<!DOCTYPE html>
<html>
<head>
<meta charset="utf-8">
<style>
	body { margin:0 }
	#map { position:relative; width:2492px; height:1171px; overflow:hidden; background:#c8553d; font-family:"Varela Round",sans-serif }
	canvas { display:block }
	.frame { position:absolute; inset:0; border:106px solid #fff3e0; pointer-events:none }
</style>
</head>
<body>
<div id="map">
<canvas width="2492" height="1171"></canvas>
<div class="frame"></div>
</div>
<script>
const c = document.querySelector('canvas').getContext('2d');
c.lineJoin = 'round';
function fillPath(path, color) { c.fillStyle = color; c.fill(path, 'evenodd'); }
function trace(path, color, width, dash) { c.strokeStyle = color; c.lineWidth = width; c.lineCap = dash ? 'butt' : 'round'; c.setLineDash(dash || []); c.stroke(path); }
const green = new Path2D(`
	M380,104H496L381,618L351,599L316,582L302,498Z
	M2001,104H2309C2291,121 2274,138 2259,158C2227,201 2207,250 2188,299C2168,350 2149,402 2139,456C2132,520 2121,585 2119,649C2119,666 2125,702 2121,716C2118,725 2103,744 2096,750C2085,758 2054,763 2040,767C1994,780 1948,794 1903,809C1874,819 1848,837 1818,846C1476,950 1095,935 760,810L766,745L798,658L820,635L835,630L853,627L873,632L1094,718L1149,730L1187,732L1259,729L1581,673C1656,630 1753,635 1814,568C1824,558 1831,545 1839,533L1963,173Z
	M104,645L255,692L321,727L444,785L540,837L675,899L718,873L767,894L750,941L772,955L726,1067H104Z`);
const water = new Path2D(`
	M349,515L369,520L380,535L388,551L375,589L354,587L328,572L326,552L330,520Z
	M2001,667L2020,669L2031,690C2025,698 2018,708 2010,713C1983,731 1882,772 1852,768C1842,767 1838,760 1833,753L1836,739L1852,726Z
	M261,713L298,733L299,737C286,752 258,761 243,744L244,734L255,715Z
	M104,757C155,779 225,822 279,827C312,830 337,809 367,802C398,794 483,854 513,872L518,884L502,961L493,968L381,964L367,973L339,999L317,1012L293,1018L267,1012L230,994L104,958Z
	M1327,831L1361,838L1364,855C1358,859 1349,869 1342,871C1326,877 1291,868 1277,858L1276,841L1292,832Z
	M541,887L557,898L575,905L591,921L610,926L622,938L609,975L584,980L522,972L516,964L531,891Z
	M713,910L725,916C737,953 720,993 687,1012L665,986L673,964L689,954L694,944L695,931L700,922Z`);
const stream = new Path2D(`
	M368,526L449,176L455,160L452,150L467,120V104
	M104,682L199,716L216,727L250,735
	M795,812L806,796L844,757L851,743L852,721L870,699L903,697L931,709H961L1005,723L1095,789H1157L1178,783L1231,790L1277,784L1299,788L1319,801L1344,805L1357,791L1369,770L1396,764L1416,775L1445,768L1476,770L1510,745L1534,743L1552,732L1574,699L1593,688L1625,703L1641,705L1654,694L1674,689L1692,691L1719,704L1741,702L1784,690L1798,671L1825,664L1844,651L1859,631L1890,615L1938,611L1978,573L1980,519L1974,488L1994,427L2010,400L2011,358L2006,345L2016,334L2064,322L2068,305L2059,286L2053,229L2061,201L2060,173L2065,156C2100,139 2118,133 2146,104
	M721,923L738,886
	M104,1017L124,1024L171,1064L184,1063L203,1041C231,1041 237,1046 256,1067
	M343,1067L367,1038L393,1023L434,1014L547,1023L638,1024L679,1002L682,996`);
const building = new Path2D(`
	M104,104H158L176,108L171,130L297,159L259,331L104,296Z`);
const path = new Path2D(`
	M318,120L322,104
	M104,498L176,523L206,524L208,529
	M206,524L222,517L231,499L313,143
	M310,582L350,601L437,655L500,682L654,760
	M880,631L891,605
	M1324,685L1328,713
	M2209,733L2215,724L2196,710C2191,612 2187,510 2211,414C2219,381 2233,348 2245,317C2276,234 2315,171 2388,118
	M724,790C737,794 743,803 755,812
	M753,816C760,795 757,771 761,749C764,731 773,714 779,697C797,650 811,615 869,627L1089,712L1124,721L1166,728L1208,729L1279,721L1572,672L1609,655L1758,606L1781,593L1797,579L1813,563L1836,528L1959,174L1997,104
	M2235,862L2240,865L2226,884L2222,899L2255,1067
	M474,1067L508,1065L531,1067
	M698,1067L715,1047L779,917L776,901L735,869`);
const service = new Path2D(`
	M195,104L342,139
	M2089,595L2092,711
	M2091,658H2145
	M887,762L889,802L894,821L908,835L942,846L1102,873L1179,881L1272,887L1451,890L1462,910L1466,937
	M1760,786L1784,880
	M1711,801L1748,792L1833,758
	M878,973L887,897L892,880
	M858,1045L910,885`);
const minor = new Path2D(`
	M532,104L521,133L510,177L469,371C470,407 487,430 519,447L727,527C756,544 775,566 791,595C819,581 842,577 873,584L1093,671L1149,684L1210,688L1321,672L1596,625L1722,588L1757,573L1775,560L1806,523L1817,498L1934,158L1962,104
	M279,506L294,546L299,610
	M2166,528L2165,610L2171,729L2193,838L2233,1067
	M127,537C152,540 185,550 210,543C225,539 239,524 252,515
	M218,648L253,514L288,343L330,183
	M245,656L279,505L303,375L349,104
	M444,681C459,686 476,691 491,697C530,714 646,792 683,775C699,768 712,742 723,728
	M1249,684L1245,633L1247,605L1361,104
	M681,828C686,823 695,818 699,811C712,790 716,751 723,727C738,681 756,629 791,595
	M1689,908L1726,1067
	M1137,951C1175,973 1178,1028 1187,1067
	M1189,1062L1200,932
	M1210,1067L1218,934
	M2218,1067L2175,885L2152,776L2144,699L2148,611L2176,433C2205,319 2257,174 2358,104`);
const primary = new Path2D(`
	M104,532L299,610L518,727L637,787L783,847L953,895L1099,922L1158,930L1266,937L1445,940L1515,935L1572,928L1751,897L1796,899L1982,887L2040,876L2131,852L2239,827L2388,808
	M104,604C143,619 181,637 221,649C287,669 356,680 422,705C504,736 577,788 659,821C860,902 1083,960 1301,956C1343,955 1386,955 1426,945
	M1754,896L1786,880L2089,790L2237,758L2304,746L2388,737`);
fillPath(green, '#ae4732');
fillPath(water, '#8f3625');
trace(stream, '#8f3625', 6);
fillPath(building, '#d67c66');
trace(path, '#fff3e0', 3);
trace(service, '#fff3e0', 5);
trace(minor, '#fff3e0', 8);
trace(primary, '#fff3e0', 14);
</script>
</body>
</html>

§

### THE PROBLEM
Look through the entries above and copy each line that has "canvas" in it.

### ANSWER BOX
	canvas { display:block }
<canvas width="2492" height="1171"></canvas>
const c = document.querySelector('canvas').getContext('2d');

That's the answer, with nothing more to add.